There’s No Beginning
and There’s No End
A group exhibition on the color black curated by Justin Levesque
December 15 from 6 – 9PM
December 14 – January 31
k. funmilayo aileru
KYLE B. co.
by Katy Kelleher
There is something I find beguiling about black. For me, black is a Janus symbol. Named for the two-faced Roman god of beginnings and endings, duality and doorways, passages and barriers, Janus symbols signify an idea and its opposite. Like contronyms (i.e. Janus words, a category that includes fast, skin, literally, and cleave), these potent symbols reek of paradox. And black is a paradox. It can look like nothing; it can feel like everything.
According to linguists, black may come from the Proto-Indo-European root word bhel, meaning “to shine, flash, burn.” Bhel could mean “shining white.” It could also mean “filled with bright colors.” Over the centuries, the word evolved and mutated, as words and organisms both do, spawning countless offshoots. Bhel was fertile, and gave us the words blank, Beltane, blaze, bleach, blind, and of course, black.
Like evolution, this is a theory, but linguistic theories are more difficult to fortify than scientific ones, so we will never know the true origins of black. But I find that the Legend of Bhel fits so perfectly into my interior understanding of black. Black shines and blazes. Black can be blinding. Black has its own glow, its own light.
I do not know if the Romans considered Janus to be the god of black, but I think he was. Janus is the god of beginnings and endings, and black is both—it is our beginning and our ending. We form in darkness and we die in darkness. Ashes to ashes, dust to dust.

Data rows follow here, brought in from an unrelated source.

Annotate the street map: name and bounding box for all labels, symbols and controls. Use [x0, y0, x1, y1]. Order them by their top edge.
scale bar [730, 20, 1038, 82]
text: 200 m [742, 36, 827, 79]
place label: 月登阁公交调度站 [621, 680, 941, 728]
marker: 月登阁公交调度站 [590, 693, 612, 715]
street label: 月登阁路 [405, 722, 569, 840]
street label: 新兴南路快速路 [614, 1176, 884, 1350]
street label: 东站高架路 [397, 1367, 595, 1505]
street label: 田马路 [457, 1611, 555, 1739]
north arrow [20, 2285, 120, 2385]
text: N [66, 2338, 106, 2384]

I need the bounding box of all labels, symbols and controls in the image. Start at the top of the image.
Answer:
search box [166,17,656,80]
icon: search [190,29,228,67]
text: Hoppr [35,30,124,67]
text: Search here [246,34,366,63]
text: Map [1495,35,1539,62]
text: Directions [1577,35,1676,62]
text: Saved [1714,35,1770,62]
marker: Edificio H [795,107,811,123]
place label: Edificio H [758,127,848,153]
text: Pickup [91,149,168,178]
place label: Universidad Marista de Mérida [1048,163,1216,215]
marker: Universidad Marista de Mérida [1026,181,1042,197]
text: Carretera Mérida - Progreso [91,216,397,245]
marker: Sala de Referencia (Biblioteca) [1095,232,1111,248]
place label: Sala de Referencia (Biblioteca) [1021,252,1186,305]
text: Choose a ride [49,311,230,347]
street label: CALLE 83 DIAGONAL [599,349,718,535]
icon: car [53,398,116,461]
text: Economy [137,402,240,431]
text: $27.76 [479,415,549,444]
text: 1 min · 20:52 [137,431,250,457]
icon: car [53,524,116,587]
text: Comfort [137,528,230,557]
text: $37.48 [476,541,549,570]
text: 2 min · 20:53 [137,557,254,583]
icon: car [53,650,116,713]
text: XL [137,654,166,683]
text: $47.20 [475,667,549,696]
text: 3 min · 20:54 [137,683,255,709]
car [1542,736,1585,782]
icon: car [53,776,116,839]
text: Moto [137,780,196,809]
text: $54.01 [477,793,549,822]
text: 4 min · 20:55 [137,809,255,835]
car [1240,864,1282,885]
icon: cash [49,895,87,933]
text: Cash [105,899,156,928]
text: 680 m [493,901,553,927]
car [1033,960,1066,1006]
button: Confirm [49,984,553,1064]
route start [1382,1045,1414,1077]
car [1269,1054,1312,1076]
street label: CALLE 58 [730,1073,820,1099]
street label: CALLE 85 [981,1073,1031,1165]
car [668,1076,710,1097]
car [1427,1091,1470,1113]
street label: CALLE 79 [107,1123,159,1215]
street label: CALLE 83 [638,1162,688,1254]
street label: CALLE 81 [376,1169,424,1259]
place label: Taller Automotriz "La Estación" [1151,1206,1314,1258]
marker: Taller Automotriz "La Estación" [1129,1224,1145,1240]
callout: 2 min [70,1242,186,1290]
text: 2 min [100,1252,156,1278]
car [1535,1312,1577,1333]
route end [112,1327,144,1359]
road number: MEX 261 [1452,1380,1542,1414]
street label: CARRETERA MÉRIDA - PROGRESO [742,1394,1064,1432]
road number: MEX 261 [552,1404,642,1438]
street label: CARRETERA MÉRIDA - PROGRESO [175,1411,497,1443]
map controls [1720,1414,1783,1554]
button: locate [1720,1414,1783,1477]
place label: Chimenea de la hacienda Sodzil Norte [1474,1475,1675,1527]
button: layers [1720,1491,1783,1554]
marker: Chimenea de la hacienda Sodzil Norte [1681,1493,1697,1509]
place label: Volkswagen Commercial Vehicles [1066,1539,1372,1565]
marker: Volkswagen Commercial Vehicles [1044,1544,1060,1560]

In 1915, the Russian futurist painter Kazimir Malevich painted a canvas with a single black square. He titled it simply, Black Square. His goal was to reject depicting reality and focus on painting the act of painting itself. “Trying desperately to free art from the dead weight of the real world,” he wrote, “I took refuge in the square.” When the painting was exhibited, it was placed in the upper corner of the room—the very same place where one would typically have mounted a religious icon. Where there would normally be saints, Malevich placed a black square. This painting became his sigil. Throughout his life, he would return to the black square. At his funeral, the car carrying his body was emblazoned with black squares, and mourners held flags decorated with black squares.
His painting has been interpreted in a variety of ways. Some see it as a window, looking out into a dark night. Others see it as simply what is proclaims to be: a black square, nothing more, nothing less. Malevich himself called it a “zero point.” He said, “It is from zero, in zero, that the true movement of being begins.”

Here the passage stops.